=== Collected data ===
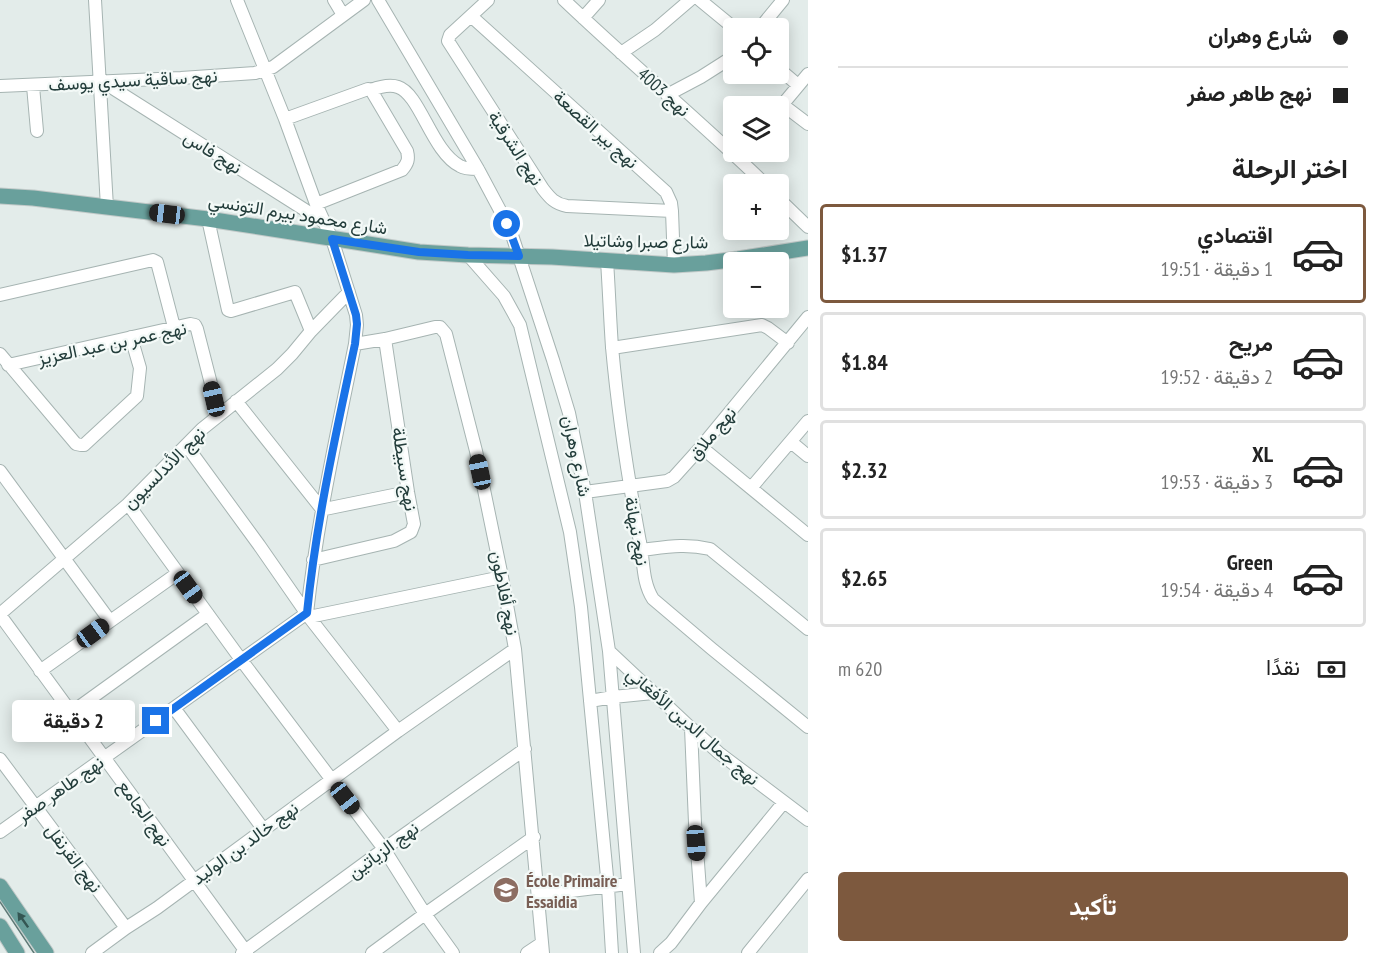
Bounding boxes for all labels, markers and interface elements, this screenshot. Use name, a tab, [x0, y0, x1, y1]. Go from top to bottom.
map controls	[723, 18, 789, 318]
button: locate	[723, 18, 789, 84]
text: شارع وهران	[1208, 21, 1312, 49]
street label: نهج 4003	[632, 62, 695, 122]
street label: نهج ساقية سيدي يوسف	[48, 64, 218, 100]
text: نهج طاهر صفر	[1187, 79, 1312, 107]
street label: نهج بير القصعة	[548, 85, 643, 174]
button: layers	[723, 96, 789, 162]
street label: نهج الشرقية	[482, 106, 549, 190]
street label: نهج فاس	[179, 125, 246, 180]
text: اختر الرحلة	[1232, 151, 1348, 185]
button: +	[723, 174, 789, 240]
street label: شارع محمود بيرم التونسي	[206, 188, 389, 243]
car	[148, 203, 186, 225]
route start	[493, 210, 520, 237]
text: اقتصادي	[1197, 221, 1273, 249]
icon: car	[1291, 227, 1345, 281]
street label: شارع صبرا وشاتيلا	[583, 228, 709, 255]
text: $1.37	[841, 240, 888, 268]
button: −	[723, 252, 789, 318]
text: 1 دقيقة · 19:51	[1161, 256, 1273, 282]
street label: نهج عمر بن عبد العزيز	[34, 316, 189, 371]
text: مريح	[1229, 329, 1273, 357]
icon: car	[1291, 335, 1345, 389]
text: $1.84	[841, 348, 888, 376]
text: 2 دقيقة · 19:52	[1161, 364, 1273, 390]
car	[201, 379, 227, 419]
street label: نهج ملاق	[683, 401, 742, 465]
street label: شارع وهران	[556, 413, 597, 499]
street label: نهج الأندلسيون	[118, 422, 211, 515]
street label: نهج سبيطلة	[386, 425, 423, 513]
text: XL	[1252, 440, 1273, 468]
icon: car	[1291, 443, 1345, 497]
car	[467, 453, 493, 491]
text: $2.32	[841, 456, 888, 484]
text: 3 دقيقة · 19:53	[1161, 469, 1273, 495]
street label: نهج نبهانة	[619, 495, 654, 568]
text: Green	[1227, 548, 1273, 576]
street label: نهج أفلاطون	[485, 549, 524, 637]
icon: car	[1291, 551, 1345, 605]
text: $2.65	[841, 564, 888, 592]
car	[170, 567, 206, 607]
text: 4 دقيقة · 19:54	[1161, 577, 1273, 603]
car	[73, 615, 113, 651]
text: نقدًا	[1266, 653, 1300, 681]
icon: cash	[1315, 653, 1348, 686]
text: 620 m	[838, 656, 882, 682]
street label: نهج جمال الدين الأفغاني	[619, 662, 764, 793]
callout: 2 دقيقة	[12, 700, 135, 742]
route end	[142, 707, 169, 734]
text: 2 دقيقة	[43, 708, 104, 734]
street label: نهج طاهر صفر	[11, 751, 109, 829]
street label: نهج الجامع	[112, 775, 177, 852]
car	[327, 778, 363, 818]
street label: نهج خالد بن الوليد	[187, 797, 303, 890]
street label: نهج الزياتين	[343, 816, 424, 884]
street label: نهج القرنفل	[40, 819, 107, 898]
car	[686, 824, 706, 862]
place label: École Primaire Essaidia	[526, 869, 618, 913]
button: تأكيد	[838, 872, 1348, 941]
school or university icon: École Primaire Essaidia	[491, 875, 521, 905]
one-way arrow	[17, 912, 29, 928]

=== WHAT TO WORK ON ===
Retype the records verbatim, excluding each image they hold.

=== ANSWER SPACE ===
Bounding boxes for all labels, markers and interface elements, this screenshot. Use name, a tab, [x0, y0, x1, y1]. Go from top to bottom.
map controls	[723, 18, 789, 318]
button: locate	[723, 18, 789, 84]
text: شارع وهران	[1208, 21, 1312, 49]
street label: نهج 4003	[632, 62, 695, 122]
street label: نهج ساقية سيدي يوسف	[48, 64, 218, 100]
text: نهج طاهر صفر	[1187, 79, 1312, 107]
street label: نهج بير القصعة	[548, 85, 643, 174]
button: layers	[723, 96, 789, 162]
street label: نهج الشرقية	[482, 106, 549, 190]
street label: نهج فاس	[179, 125, 246, 180]
text: اختر الرحلة	[1232, 151, 1348, 185]
button: +	[723, 174, 789, 240]
street label: شارع محمود بيرم التونسي	[206, 188, 389, 243]
car	[148, 203, 186, 225]
route start	[493, 210, 520, 237]
text: اقتصادي	[1197, 221, 1273, 249]
icon: car	[1291, 227, 1345, 281]
street label: شارع صبرا وشاتيلا	[583, 228, 709, 255]
text: $1.37	[841, 240, 888, 268]
button: −	[723, 252, 789, 318]
text: 1 دقيقة · 19:51	[1161, 256, 1273, 282]
street label: نهج عمر بن عبد العزيز	[34, 316, 189, 371]
text: مريح	[1229, 329, 1273, 357]
icon: car	[1291, 335, 1345, 389]
text: $1.84	[841, 348, 888, 376]
text: 2 دقيقة · 19:52	[1161, 364, 1273, 390]
car	[201, 379, 227, 419]
street label: نهج ملاق	[683, 401, 742, 465]
street label: شارع وهران	[556, 413, 597, 499]
street label: نهج الأندلسيون	[118, 422, 211, 515]
street label: نهج سبيطلة	[386, 425, 423, 513]
text: XL	[1252, 440, 1273, 468]
icon: car	[1291, 443, 1345, 497]
car	[467, 453, 493, 491]
text: $2.32	[841, 456, 888, 484]
text: 3 دقيقة · 19:53	[1161, 469, 1273, 495]
street label: نهج نبهانة	[619, 495, 654, 568]
text: Green	[1227, 548, 1273, 576]
street label: نهج أفلاطون	[485, 549, 524, 637]
icon: car	[1291, 551, 1345, 605]
text: $2.65	[841, 564, 888, 592]
car	[170, 567, 206, 607]
text: 4 دقيقة · 19:54	[1161, 577, 1273, 603]
car	[73, 615, 113, 651]
text: نقدًا	[1266, 653, 1300, 681]
icon: cash	[1315, 653, 1348, 686]
text: 620 m	[838, 656, 882, 682]
street label: نهج جمال الدين الأفغاني	[619, 662, 764, 793]
callout: 2 دقيقة	[12, 700, 135, 742]
route end	[142, 707, 169, 734]
text: 2 دقيقة	[43, 708, 104, 734]
street label: نهج طاهر صفر	[11, 751, 109, 829]
street label: نهج الجامع	[112, 775, 177, 852]
car	[327, 778, 363, 818]
street label: نهج خالد بن الوليد	[187, 797, 303, 890]
street label: نهج الزياتين	[343, 816, 424, 884]
street label: نهج القرنفل	[40, 819, 107, 898]
car	[686, 824, 706, 862]
place label: École Primaire Essaidia	[526, 869, 618, 913]
button: تأكيد	[838, 872, 1348, 941]
school or university icon: École Primaire Essaidia	[491, 875, 521, 905]
one-way arrow	[17, 912, 29, 928]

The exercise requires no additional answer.